UCSF Chimera is a highly extensible program for interactive visualization and analysis of molecular structures and related data, including density maps, supramolecular assemblies, sequence alignments, docking results, trajectories, and conformational ensembles. High-quality images and animations can be generated. Chimera includes complete documentation and several tutorials, and can be downloaded free of charge for academic, government, nonprofit, and personal use. Chimera is developed by the Resource for Biocomputing, Visualization, and Informatics (RBVI), supported in part by the National Institutes of Health (P41-GM103311).

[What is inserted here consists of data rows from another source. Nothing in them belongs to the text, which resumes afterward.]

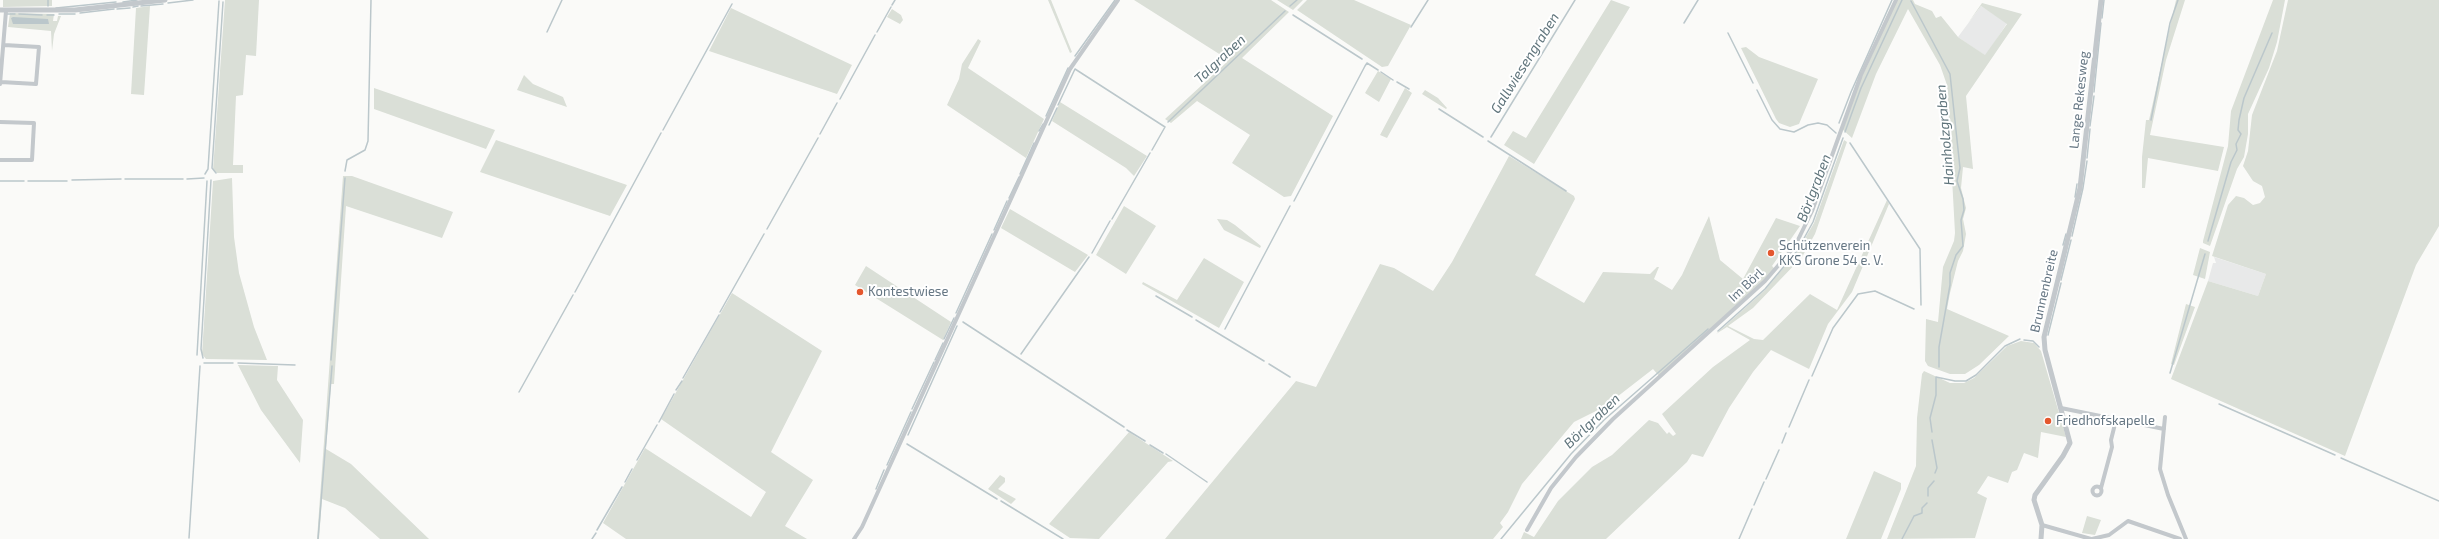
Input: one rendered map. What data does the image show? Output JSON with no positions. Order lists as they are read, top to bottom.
{
  "streets": {
    "street": ["Lange Rekesweg", "Im Börl", "Brunnenbreite"]
  },
  "crossings": [
    ["Lange Rekesweg", "Brunnenbreite"]
  ],
  "water": [
    "Talgraben",
    "Gallwiesengraben",
    "Hainholzgraben",
    "Börlgraben"
  ],
  "places": ["Schützenverein KKS Grone 54 e. V.", "Kontestwiese", "Friedhofskapelle"]
}
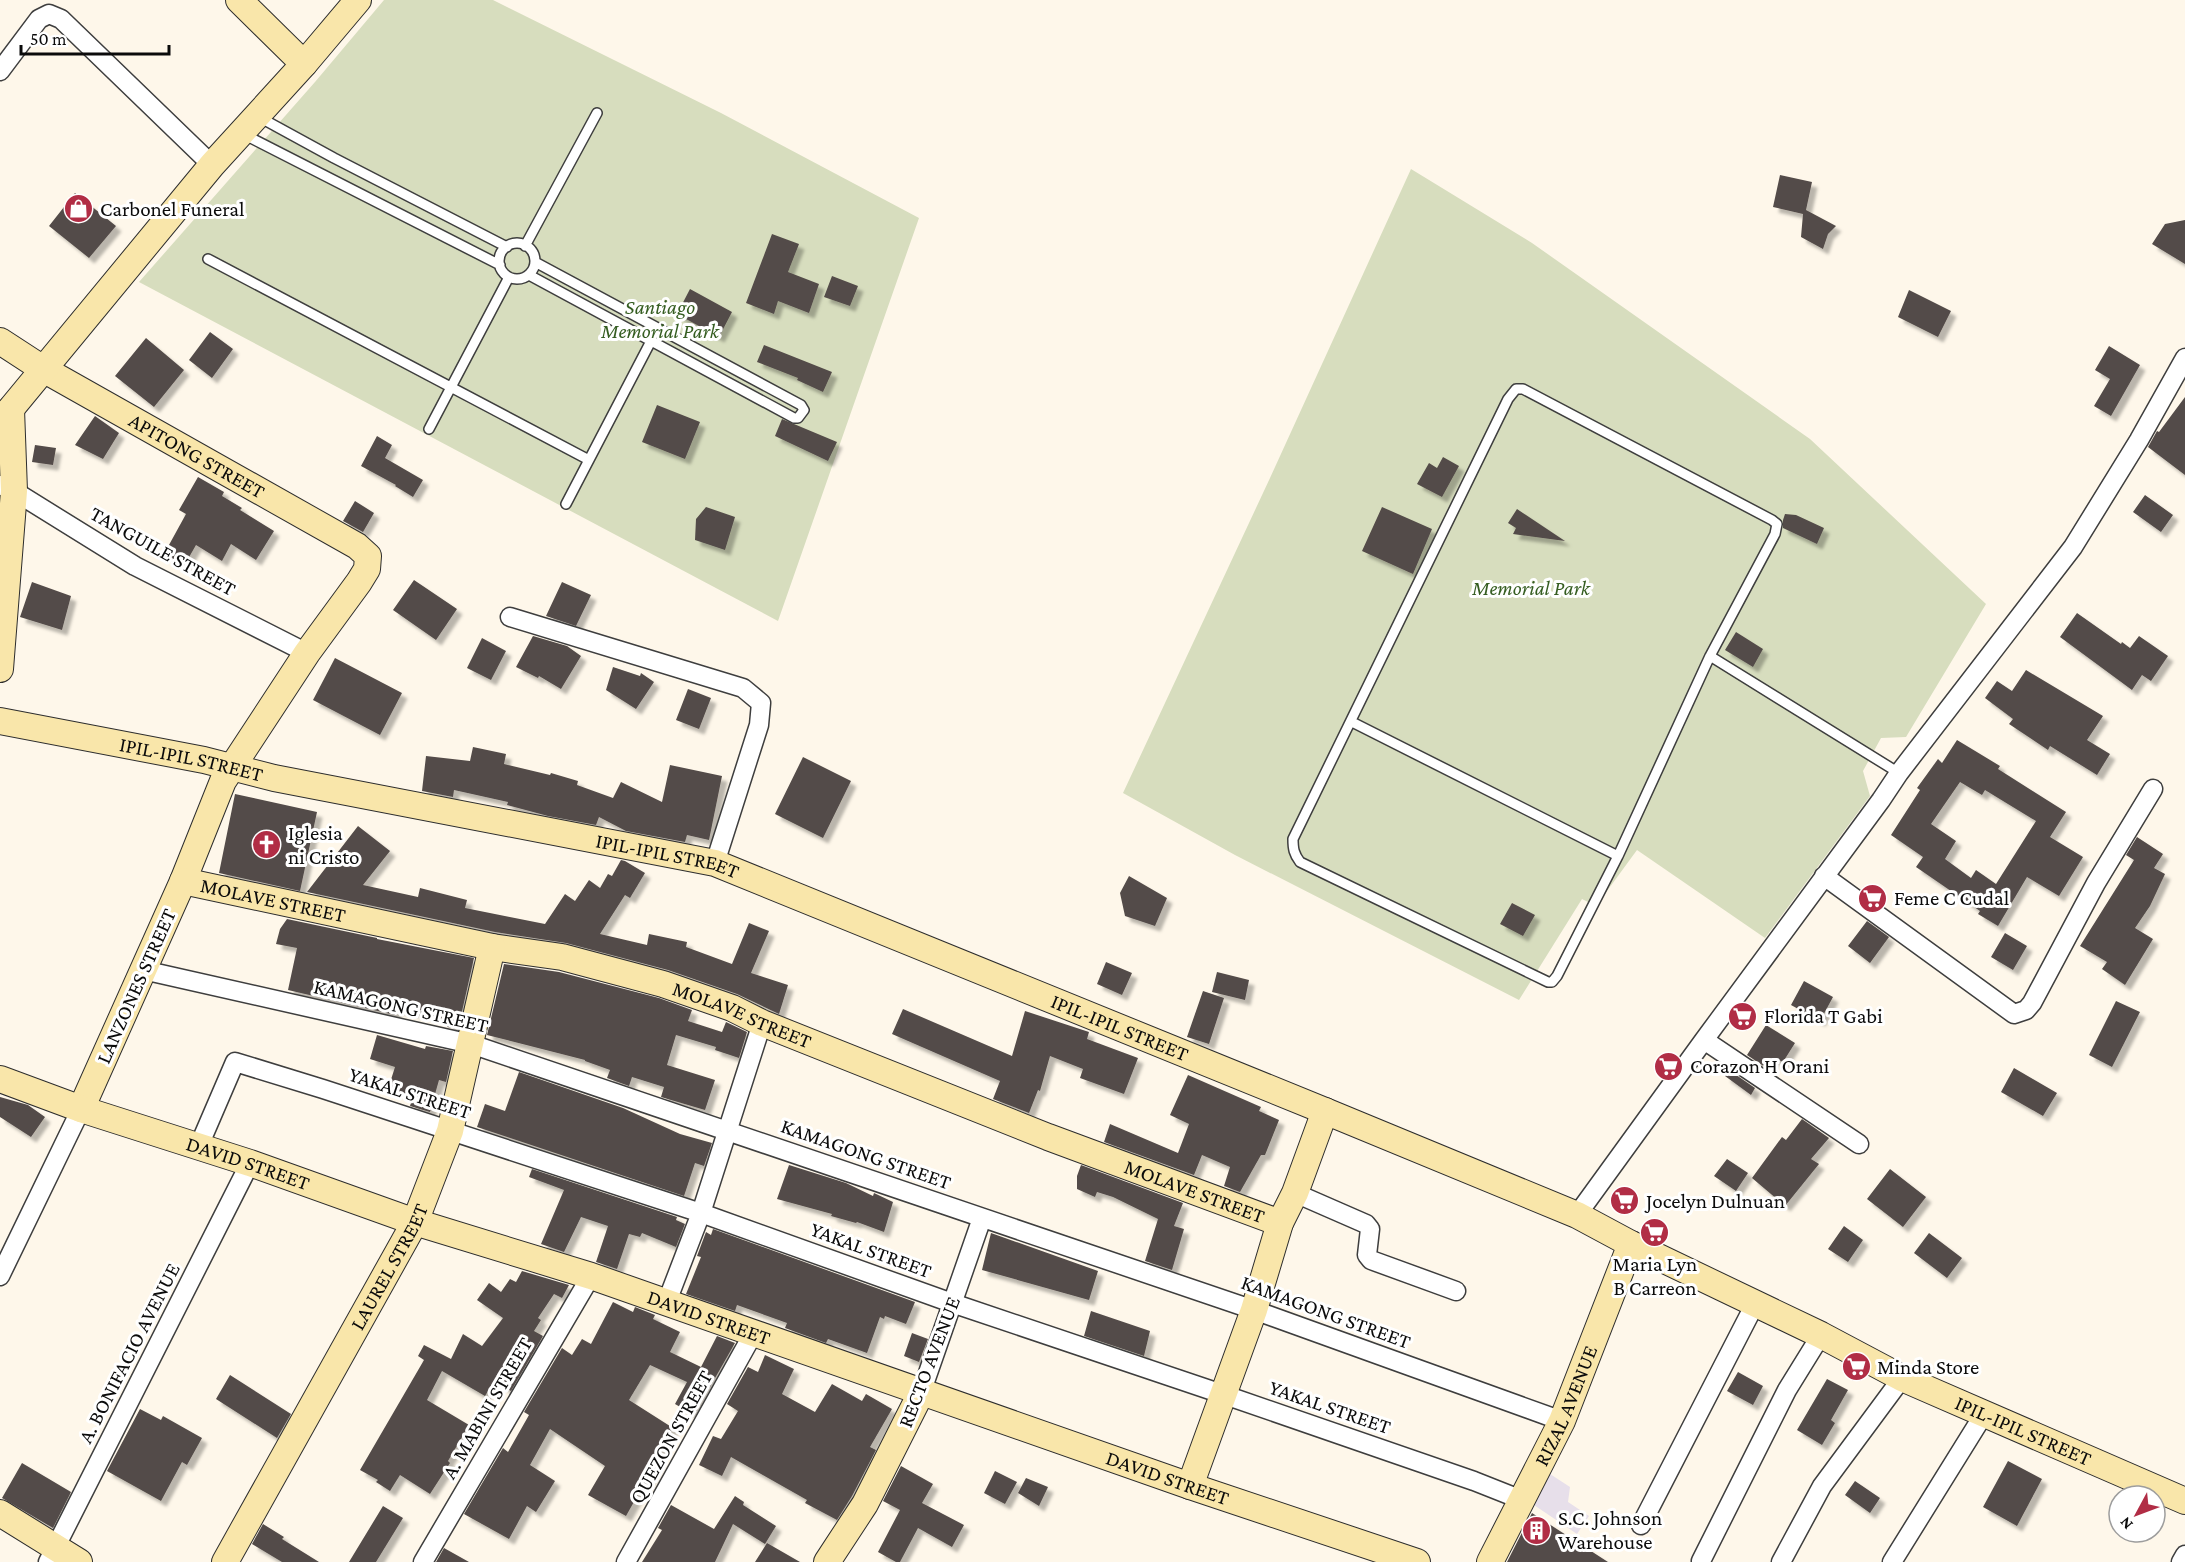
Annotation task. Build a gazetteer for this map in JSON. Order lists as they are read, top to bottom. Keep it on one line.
{"streets":{"street":["APITONG STREET","TANGUILE STREET","IPIL-IPIL STREET","MOLAVE STREET","LANZONES STREET","KAMAGONG STREET","YAKAL STREET","DAVID STREET","LAUREL STREET","A. BONIFACIO AVENUE","RECTO AVENUE","RIZAL AVENUE","A. MABINI STREET","QUEZON STREET"]},"crossings":[["APITONG STREET","LANZONES STREET"],["TANGUILE STREET","LANZONES STREET"],["IPIL-IPIL STREET","LANZONES STREET"],["IPIL-IPIL STREET","RIZAL AVENUE"],["MOLAVE STREET","LANZONES STREET"],["MOLAVE STREET","LAUREL STREET"],["LANZONES STREET","KAMAGONG STREET"],["LANZONES STREET","DAVID STREET"],["KAMAGONG STREET","LAUREL STREET"],["KAMAGONG STREET","RECTO AVENUE"],["KAMAGONG STREET","RIZAL AVENUE"],["YAKAL STREET","DAVID STREET"],["YAKAL STREET","LAUREL STREET"],["YAKAL STREET","RECTO AVENUE"],["YAKAL STREET","RIZAL AVENUE"],["DAVID STREET","LAUREL STREET"],["DAVID STREET","A. BONIFACIO AVENUE"],["DAVID STREET","RECTO AVENUE"],["DAVID STREET","A. MABINI STREET"],["DAVID STREET","QUEZON STREET"]],"parks":["Santiago Memorial Park","Memorial Park"],"places":{"shop":["Carbonel Funeral"],"church":["Iglesia ni Cristo"],"supermarket":["Feme C Cudal","Florida T Gabi","Corazon H Orani","Jocelyn Dulnuan","Maria Lyn B Carreon","Minda Store"],"building":["S.C. Johnson Warehouse"]},"scale_bar":"50 m","north":"bottom left"}
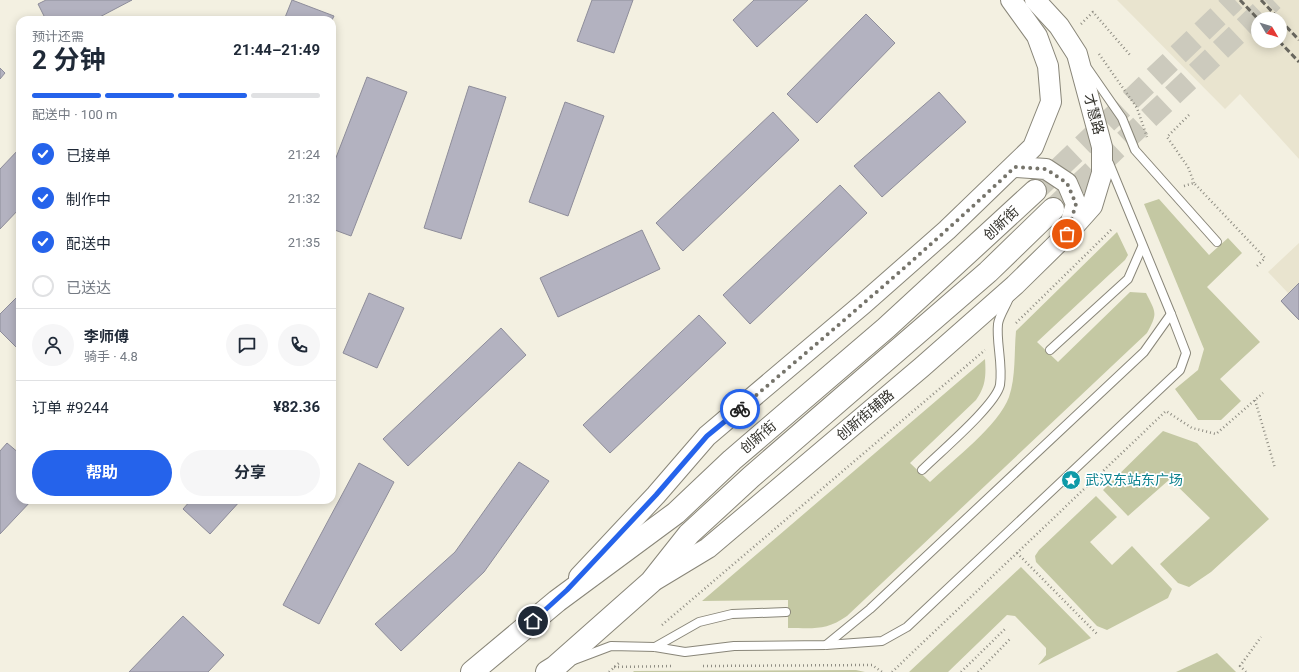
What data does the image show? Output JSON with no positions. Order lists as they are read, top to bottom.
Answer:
{
  "streets": {
    "main road": ["创新街"],
    "street": ["才慧路", "创新街辅路"]
  },
  "crossings": [
    ["才慧路", "创新街辅路"],
    ["创新街", "创新街辅路"]
  ],
  "places": {
    "place": ["武汉东站东广场"]
  },
  "north": "bottom right",
  "page": {
    "heading": ["2 分钟", "预计还需", "21:44–21:49"],
    "panel": [
      "李师傅",
      "骑手 · 4.8",
      "订单 #9244",
      "¥82.36"
    ],
    "bar": "配送中 · 100 m",
    "list": [
      ["已接单", "21:24"],
      ["制作中", "21:32"],
      ["配送中", "21:35"],
      "已送达"
    ],
    "buttons": ["帮助", "分享"]
  }
}
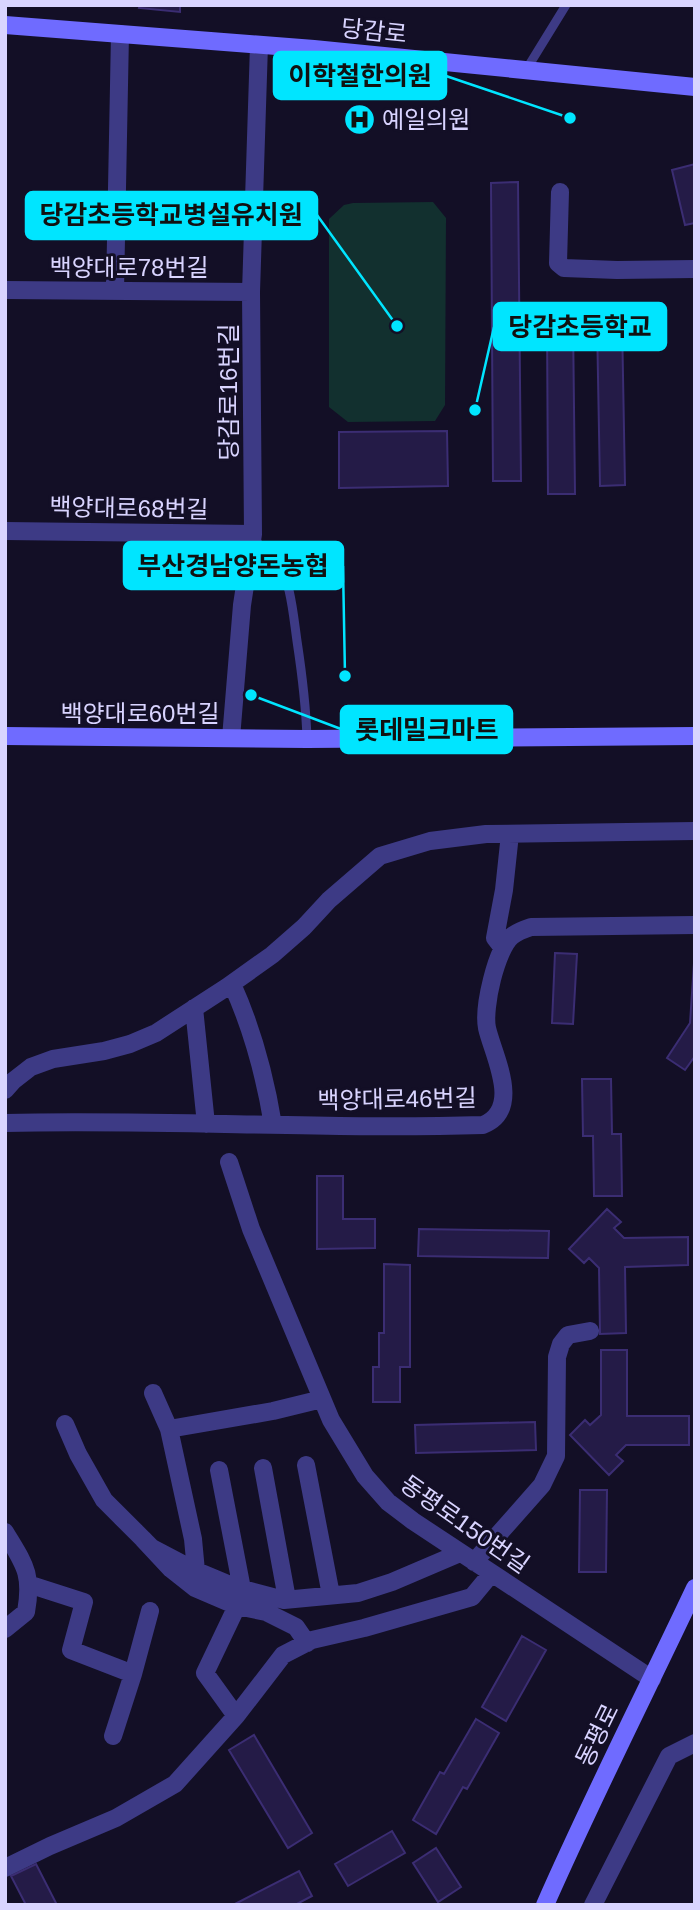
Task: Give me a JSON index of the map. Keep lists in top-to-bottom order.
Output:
{
  "streets": {
    "main road": ["당감로", "백양대로60번길", "동평로"],
    "street": [
      "백양대로78번길",
      "당감로16번길",
      "백양대로68번길",
      "백양대로46번길",
      "동평로150번길"
    ]
  },
  "crossings": [
    ["당감로", "당감로16번길"],
    ["백양대로78번길", "당감로16번길"],
    ["당감로16번길", "백양대로68번길"],
    ["당감로16번길", "백양대로60번길"],
    ["동평로150번길", "동평로"]
  ],
  "places": {
    "other": [
      "이학철한의원",
      "당감초등학교병설유치원",
      "당감초등학교",
      "부산경남양돈농협",
      "롯데밀크마트"
    ],
    "hospital": ["예일의원"]
  }
}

UCSF ChimeraX (or simply ChimeraX) is the next-generation molecular visualization program from the RBVI, following UCSF Chimera.

Feature Highlight

mda p08648 limit 4 percent 50

Find and Summarize Structures for a Sequence

One use of Multidomain Assembler is to set up comparative modeling and concatenation of existing structures to generate a full-length model of a multidomain protein. However, even without model-building, the byproduct is also useful: a visual summary of the structures available for a query sequence, optionally filtered by criteria such as BLAST score and % identity, laid out horizontally in approximate N→C order relative to the query. Overlapping hits are stacked vertically, and segments without structural coverage are indicated with spheres. By default, the multiple sequence alignment of the hits to the query is also displayed.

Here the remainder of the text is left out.